Moreover, within the US over time, this immigrant advantage is recent but has grown since it emerged. In 1994, 62.9% of adult native-born Americans were employed (solid blue line below) versus 59.7% of immigrants (solid orange line), giving native-born adults a roughly-3-percentage-point premium. But by 2001, the native-born advantage had disappeared entirely and the foreign-born employment advantage kept growing thereafter. It’s come down a bit from its 2014 peak, when foreign-born Americans were 4.1 percentage points more likely to be employed, but it still stands at 3.5 percentage points as of 2016.



However, face value is deceiving here because the native-born and immigrant populations are very different from one another. For example, a larger proportion of the immigrant adult population is in the prime working-age years of 25-54 years old than native-born adults: 61% versus 47% respectively as of 2016. Also, the prime-age immigrant adult population also skews slightly more male than native-born adults (49.7% versus 49.0%). Since 25-54 year olds, as well as men, are more likely to be employed than others,  it would not be surprising that a subpopulation which skews more prime-age and more male would have higher employment rates.

To see how much demographic differences across a broad range of characteristics explain the wedge between immigrant and native-born employment, I reweighted the Census/BLS Current Population Survey (CPS) so that the proportions of the foreign-born population by age, sex, education, region of the country, and metro status matched those of the native-born population each year of the sample. So, for example, since 47% of the native-born population was ages 25-54 in 2016, I reweighted the immigrant population in the survey so that their 25-54 proportion would also be 47% in 2016. This is a quick way to see visually how much demographics explains the foreign-/native-born wedge. The reweighted immigrant employment line is shown in dashed orange.

As you can see, demographics explain a great deal of the difference between native- and foreign-born employment rates. In fact, beginning around 2006, the reweighted line is almost exactly on top of the native-born line, indicating that the demographic characteristics I controlled for explain virtually all of the wedge. This is in itself pretty interesting: once we control for demographic, geographic, and educational differences, immigrants are just as likely to be employed as native-born workers, no less and no more. It doesn’t mean there aren’t other factors working against immigrants, or to their advantage. But it does suggest that once we control for basic characteristics of the population, all these other factors are a wash, at least since 2006.
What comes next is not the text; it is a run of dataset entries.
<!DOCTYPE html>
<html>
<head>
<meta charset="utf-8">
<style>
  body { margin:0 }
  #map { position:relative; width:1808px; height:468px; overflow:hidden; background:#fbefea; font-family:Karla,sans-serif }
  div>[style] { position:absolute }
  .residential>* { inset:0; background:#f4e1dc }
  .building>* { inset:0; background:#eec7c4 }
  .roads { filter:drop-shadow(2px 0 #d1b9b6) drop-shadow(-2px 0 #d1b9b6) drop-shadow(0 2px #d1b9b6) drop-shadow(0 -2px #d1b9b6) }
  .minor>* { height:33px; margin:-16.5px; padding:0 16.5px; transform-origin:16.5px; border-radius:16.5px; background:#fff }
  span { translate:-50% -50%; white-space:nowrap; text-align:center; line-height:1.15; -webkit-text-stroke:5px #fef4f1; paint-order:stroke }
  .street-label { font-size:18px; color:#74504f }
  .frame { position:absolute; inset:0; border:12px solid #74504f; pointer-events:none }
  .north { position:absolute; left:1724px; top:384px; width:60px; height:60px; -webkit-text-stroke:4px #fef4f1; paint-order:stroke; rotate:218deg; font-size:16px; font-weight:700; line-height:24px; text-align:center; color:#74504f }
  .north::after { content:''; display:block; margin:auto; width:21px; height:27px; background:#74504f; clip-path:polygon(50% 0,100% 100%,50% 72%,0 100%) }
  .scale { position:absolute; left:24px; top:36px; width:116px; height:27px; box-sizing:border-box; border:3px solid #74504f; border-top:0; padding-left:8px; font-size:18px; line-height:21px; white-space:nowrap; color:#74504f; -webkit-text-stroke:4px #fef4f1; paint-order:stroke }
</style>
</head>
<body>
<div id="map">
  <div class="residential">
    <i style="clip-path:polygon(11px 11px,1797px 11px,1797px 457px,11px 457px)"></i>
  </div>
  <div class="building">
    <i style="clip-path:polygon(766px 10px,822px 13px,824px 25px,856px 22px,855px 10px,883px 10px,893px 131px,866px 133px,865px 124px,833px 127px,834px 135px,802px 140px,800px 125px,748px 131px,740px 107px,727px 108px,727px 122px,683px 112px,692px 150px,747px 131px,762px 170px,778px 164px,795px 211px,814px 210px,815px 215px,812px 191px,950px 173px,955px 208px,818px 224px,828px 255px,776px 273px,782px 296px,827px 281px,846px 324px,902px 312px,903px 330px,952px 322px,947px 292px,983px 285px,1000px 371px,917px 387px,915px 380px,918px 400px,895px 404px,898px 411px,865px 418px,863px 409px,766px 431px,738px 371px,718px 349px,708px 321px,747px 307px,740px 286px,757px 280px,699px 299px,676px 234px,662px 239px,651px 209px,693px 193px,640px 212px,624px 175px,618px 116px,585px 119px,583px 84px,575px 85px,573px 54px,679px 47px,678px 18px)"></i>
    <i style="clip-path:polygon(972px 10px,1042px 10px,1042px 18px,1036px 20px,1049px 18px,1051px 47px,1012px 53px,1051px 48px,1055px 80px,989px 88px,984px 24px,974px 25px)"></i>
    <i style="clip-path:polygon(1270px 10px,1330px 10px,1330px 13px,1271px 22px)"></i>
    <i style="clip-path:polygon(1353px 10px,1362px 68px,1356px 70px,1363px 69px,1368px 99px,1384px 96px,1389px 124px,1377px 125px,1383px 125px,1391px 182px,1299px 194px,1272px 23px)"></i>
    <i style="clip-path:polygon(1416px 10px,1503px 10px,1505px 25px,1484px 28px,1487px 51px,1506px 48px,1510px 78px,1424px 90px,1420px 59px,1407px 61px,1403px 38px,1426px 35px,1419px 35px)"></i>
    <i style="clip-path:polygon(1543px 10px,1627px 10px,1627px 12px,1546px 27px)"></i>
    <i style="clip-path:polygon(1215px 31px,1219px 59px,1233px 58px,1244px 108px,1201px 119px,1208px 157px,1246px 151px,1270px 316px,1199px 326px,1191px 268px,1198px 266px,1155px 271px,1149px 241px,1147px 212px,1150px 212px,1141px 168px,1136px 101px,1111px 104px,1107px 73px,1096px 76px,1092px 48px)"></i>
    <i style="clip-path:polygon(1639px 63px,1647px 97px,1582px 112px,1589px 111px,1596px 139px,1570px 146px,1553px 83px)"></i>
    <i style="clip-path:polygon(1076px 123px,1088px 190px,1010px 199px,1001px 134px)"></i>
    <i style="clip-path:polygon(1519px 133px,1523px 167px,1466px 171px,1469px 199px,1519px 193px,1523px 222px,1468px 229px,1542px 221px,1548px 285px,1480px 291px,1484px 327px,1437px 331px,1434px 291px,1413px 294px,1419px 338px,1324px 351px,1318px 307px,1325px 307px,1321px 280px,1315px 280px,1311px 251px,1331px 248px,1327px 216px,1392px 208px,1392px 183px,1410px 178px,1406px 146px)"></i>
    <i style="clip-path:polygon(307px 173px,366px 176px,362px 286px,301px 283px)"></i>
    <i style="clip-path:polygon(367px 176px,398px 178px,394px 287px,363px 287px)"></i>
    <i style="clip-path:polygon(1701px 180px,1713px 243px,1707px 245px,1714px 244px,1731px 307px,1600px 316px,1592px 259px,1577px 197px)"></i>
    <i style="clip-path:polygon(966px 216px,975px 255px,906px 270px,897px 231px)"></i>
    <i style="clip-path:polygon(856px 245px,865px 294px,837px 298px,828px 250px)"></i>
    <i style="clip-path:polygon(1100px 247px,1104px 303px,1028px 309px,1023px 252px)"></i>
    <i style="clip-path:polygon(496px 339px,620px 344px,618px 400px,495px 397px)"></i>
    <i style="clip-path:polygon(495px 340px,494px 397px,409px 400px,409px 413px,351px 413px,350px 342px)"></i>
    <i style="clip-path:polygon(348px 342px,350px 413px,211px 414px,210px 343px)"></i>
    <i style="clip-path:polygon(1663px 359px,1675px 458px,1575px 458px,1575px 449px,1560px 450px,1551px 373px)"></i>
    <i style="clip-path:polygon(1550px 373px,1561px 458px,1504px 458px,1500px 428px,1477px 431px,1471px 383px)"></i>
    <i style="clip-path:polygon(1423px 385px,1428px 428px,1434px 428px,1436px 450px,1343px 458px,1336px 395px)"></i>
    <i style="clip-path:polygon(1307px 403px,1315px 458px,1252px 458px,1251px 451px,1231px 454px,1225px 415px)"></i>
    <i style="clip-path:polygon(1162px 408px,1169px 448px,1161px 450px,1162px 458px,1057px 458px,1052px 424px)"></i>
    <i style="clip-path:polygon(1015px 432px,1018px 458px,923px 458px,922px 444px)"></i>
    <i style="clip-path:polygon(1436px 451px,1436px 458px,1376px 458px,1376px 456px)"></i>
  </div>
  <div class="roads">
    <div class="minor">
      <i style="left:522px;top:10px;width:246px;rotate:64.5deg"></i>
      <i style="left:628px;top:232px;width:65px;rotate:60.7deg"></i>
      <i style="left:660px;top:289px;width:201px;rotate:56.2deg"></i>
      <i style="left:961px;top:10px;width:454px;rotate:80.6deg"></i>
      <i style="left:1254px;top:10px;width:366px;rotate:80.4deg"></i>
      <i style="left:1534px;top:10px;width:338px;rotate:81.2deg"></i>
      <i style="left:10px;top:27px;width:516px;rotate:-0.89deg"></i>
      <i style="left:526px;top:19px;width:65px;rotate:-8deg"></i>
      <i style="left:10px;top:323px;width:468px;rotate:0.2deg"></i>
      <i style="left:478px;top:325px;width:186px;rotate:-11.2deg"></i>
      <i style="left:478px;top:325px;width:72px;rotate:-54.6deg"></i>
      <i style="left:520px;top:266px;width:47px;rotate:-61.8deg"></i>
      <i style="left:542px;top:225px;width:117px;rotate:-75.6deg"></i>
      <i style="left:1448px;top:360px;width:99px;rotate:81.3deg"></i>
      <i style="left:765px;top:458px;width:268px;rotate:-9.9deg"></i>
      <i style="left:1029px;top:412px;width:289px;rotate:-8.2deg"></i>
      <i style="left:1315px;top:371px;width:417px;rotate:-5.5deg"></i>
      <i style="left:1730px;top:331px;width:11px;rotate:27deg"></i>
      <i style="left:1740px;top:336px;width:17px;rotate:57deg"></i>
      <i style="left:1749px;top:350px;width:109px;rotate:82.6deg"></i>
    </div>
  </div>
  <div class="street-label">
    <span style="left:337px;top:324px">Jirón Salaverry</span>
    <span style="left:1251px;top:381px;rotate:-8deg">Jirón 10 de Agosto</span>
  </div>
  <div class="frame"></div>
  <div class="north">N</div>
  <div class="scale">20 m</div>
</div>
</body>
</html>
But note that demographics don’t fully explain the employment wedge before 2006, and in fact, controlling for demography makes immigrant employment rates consistently lower than native-born rates before then. It may be because the types of skills brought to these shores were dramatically different before then even after controlling for education, but it’s hard to adjust for this (the CPS for example usually doesn’t record the last occupation or industry of people out of the labor force, which would be one way of testing if the skill mix of the entire immigrant population had shifted). This may also relate to changes in where immigrants have been coming from, e.g. Latin America versus Asia, but it’s not clear beforehand how this should affect employment, if at all. And of course, discrimination may play a role. Regardless, the lead-up to 2006 remains an open and potentially interesting story, and I may have more to add in a later post.

In the meantime, know that when it comes to the labor market, foreign-born Americans look a lot like native-born Americans.